[Stored items]
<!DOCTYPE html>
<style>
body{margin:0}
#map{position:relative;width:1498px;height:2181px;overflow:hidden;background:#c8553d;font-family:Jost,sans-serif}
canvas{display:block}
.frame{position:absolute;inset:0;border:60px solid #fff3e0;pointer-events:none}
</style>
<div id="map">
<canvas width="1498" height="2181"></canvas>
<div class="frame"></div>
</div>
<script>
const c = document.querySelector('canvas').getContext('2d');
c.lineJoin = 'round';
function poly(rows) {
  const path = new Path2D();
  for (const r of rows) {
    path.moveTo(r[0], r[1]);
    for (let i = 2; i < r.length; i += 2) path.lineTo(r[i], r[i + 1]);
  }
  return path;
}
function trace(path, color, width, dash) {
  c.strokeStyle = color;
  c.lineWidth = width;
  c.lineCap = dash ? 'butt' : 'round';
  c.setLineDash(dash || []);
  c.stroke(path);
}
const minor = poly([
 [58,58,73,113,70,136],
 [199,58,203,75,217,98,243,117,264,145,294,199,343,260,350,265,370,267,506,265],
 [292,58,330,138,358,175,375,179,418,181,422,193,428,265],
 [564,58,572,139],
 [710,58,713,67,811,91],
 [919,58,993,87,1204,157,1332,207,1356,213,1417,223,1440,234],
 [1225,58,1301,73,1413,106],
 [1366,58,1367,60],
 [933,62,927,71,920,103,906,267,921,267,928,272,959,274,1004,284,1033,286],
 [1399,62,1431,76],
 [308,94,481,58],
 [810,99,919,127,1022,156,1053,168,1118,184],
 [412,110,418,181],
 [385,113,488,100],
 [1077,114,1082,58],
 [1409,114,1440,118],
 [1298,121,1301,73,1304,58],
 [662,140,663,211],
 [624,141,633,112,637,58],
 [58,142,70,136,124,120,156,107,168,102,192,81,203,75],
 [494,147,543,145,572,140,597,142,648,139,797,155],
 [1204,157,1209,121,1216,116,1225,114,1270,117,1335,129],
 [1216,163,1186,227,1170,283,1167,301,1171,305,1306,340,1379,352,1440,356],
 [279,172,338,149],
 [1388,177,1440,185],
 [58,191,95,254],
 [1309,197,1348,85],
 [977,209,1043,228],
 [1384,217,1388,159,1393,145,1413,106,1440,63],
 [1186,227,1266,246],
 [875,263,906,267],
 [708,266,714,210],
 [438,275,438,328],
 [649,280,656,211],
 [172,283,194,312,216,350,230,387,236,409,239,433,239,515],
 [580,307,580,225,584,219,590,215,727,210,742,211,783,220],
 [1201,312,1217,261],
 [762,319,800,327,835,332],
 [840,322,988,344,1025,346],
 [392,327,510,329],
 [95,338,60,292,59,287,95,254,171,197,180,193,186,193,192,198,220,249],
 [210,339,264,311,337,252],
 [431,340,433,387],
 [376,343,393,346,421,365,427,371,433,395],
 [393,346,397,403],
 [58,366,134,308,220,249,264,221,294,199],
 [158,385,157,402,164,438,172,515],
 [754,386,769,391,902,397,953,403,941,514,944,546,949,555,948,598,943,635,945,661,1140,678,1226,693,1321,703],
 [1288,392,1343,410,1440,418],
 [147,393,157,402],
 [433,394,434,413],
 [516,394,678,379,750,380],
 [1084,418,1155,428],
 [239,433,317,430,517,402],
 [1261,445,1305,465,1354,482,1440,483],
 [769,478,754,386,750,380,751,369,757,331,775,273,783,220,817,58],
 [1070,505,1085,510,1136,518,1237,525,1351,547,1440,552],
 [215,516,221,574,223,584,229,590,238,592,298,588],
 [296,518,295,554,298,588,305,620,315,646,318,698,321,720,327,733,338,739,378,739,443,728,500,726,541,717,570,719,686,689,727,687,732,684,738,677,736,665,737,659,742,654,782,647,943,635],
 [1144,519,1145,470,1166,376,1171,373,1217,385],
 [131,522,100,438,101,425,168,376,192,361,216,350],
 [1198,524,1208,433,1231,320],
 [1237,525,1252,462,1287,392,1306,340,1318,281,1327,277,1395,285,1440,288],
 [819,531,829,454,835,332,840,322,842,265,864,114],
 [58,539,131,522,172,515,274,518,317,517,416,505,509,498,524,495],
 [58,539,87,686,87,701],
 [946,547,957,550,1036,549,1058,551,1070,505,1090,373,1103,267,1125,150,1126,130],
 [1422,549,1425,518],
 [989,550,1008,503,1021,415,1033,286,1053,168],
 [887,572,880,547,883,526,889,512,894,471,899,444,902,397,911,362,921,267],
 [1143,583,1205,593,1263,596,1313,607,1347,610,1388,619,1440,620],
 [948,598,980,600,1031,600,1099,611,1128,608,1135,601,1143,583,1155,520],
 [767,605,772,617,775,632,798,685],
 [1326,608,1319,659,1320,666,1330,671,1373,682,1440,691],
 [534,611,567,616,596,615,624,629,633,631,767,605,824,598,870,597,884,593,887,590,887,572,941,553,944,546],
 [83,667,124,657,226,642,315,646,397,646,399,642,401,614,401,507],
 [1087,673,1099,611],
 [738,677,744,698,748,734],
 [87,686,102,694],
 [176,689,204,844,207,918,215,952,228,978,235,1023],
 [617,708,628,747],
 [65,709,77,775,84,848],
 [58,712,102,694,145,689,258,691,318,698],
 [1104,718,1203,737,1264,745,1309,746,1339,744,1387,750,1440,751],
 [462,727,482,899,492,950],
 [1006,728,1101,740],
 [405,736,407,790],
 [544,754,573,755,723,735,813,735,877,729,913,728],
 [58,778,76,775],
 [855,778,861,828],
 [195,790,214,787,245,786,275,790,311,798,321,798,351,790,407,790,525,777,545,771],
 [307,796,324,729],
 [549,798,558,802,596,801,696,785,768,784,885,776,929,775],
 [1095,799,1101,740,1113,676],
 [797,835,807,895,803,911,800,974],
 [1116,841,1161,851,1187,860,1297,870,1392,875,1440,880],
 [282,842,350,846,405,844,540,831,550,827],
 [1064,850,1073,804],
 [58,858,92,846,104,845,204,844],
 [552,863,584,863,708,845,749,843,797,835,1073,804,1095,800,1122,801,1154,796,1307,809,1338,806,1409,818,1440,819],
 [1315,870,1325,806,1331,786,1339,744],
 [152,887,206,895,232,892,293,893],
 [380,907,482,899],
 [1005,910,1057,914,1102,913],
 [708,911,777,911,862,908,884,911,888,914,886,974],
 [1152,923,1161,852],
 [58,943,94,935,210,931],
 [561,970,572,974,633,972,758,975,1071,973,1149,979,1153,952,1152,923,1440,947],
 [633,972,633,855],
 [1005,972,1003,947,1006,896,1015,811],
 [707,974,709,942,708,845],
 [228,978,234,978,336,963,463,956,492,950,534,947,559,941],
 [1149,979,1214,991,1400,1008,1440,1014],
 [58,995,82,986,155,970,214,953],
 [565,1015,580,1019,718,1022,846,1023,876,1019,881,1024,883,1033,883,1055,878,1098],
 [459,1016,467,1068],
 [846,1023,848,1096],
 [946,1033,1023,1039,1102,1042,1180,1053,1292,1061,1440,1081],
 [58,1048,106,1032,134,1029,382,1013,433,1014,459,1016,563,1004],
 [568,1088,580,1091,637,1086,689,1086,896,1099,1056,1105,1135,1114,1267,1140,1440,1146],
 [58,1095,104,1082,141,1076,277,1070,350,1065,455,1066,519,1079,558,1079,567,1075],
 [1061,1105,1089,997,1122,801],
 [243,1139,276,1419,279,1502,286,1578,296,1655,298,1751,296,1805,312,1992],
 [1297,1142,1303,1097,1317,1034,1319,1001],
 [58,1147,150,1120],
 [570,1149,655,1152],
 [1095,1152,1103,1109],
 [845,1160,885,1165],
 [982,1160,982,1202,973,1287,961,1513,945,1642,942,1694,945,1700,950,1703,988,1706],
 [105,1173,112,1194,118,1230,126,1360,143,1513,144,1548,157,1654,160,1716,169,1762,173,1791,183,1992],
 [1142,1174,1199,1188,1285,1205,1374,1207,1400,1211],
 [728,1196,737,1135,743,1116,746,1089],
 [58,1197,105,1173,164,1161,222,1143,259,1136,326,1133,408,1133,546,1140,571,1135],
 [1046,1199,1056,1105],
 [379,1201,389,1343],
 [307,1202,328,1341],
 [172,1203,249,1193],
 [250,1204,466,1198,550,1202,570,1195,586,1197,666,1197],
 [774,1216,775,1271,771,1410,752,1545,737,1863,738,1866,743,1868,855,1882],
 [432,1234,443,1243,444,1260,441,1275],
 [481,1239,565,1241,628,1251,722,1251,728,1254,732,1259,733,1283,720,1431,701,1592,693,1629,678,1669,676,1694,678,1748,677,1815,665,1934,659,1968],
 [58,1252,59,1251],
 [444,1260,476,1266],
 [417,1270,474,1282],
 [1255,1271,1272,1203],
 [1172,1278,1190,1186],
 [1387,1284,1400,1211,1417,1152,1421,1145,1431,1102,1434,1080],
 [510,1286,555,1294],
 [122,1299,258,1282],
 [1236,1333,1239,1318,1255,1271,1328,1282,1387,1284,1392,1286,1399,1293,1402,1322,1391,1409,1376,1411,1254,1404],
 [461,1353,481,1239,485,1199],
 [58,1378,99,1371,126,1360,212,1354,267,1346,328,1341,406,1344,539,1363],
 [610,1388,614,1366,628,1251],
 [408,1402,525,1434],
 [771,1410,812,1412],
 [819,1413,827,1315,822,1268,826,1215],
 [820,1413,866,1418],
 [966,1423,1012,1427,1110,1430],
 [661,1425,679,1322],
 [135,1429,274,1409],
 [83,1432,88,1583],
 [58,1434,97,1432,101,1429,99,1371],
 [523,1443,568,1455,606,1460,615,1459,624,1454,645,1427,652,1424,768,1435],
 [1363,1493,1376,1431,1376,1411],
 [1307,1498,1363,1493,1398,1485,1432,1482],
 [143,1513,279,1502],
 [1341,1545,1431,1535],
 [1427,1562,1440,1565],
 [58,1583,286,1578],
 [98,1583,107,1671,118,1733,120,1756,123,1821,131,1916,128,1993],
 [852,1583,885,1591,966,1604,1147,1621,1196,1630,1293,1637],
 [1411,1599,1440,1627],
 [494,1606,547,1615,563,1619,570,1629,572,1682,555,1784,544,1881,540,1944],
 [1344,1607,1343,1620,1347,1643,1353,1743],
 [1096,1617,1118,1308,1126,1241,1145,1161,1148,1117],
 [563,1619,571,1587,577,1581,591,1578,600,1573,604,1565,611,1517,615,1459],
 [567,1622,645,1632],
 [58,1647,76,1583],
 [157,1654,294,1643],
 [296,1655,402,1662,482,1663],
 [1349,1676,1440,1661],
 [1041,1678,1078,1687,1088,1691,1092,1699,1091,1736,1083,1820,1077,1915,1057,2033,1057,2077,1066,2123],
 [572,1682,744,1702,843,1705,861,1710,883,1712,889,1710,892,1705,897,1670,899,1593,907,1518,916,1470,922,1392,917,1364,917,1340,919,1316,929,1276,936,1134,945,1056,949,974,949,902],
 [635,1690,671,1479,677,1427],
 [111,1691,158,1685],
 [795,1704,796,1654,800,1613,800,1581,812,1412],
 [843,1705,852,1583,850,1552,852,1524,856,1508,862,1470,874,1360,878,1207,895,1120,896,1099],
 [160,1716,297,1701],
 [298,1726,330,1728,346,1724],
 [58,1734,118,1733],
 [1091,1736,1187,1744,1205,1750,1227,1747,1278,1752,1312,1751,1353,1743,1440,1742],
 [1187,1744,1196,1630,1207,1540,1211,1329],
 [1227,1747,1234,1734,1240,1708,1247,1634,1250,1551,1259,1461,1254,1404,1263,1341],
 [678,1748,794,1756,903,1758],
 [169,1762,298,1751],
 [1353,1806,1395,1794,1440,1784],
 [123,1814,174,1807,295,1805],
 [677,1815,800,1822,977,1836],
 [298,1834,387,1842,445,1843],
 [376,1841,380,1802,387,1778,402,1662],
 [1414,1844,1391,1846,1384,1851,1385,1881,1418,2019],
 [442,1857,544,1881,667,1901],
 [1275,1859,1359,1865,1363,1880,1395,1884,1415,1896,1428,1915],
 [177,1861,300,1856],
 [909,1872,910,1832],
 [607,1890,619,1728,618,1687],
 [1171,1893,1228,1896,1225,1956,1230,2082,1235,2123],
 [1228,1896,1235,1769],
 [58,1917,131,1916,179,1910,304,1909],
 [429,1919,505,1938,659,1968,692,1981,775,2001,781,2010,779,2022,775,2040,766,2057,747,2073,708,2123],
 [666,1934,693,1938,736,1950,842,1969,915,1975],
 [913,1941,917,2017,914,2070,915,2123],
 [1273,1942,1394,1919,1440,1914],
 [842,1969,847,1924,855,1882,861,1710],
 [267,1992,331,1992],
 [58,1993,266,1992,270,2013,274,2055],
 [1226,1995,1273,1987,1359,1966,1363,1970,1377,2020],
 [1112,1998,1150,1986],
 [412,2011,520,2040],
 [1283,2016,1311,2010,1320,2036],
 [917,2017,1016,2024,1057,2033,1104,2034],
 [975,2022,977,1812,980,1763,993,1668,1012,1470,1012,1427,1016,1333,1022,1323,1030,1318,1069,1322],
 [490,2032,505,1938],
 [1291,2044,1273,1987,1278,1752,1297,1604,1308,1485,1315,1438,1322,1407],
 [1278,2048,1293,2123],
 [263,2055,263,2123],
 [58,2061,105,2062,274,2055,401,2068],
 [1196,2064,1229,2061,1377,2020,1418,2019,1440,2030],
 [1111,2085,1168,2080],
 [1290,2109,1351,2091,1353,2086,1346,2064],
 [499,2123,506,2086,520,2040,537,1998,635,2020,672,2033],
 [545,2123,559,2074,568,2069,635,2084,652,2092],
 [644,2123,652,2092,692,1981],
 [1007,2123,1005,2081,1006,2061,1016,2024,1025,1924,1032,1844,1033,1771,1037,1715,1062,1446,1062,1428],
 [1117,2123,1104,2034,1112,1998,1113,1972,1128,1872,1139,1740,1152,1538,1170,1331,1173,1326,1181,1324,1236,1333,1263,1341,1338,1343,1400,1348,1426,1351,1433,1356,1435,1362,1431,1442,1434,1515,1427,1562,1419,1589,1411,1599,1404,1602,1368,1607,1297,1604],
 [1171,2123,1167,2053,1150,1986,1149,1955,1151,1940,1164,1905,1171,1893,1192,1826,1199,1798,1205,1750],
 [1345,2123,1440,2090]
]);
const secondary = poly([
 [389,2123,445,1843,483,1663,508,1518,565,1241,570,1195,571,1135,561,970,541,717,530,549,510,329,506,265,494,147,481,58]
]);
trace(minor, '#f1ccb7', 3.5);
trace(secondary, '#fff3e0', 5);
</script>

Exercise objective:
Determine how many lines of the data contain "frame" and give nothing but that number.

Response:
2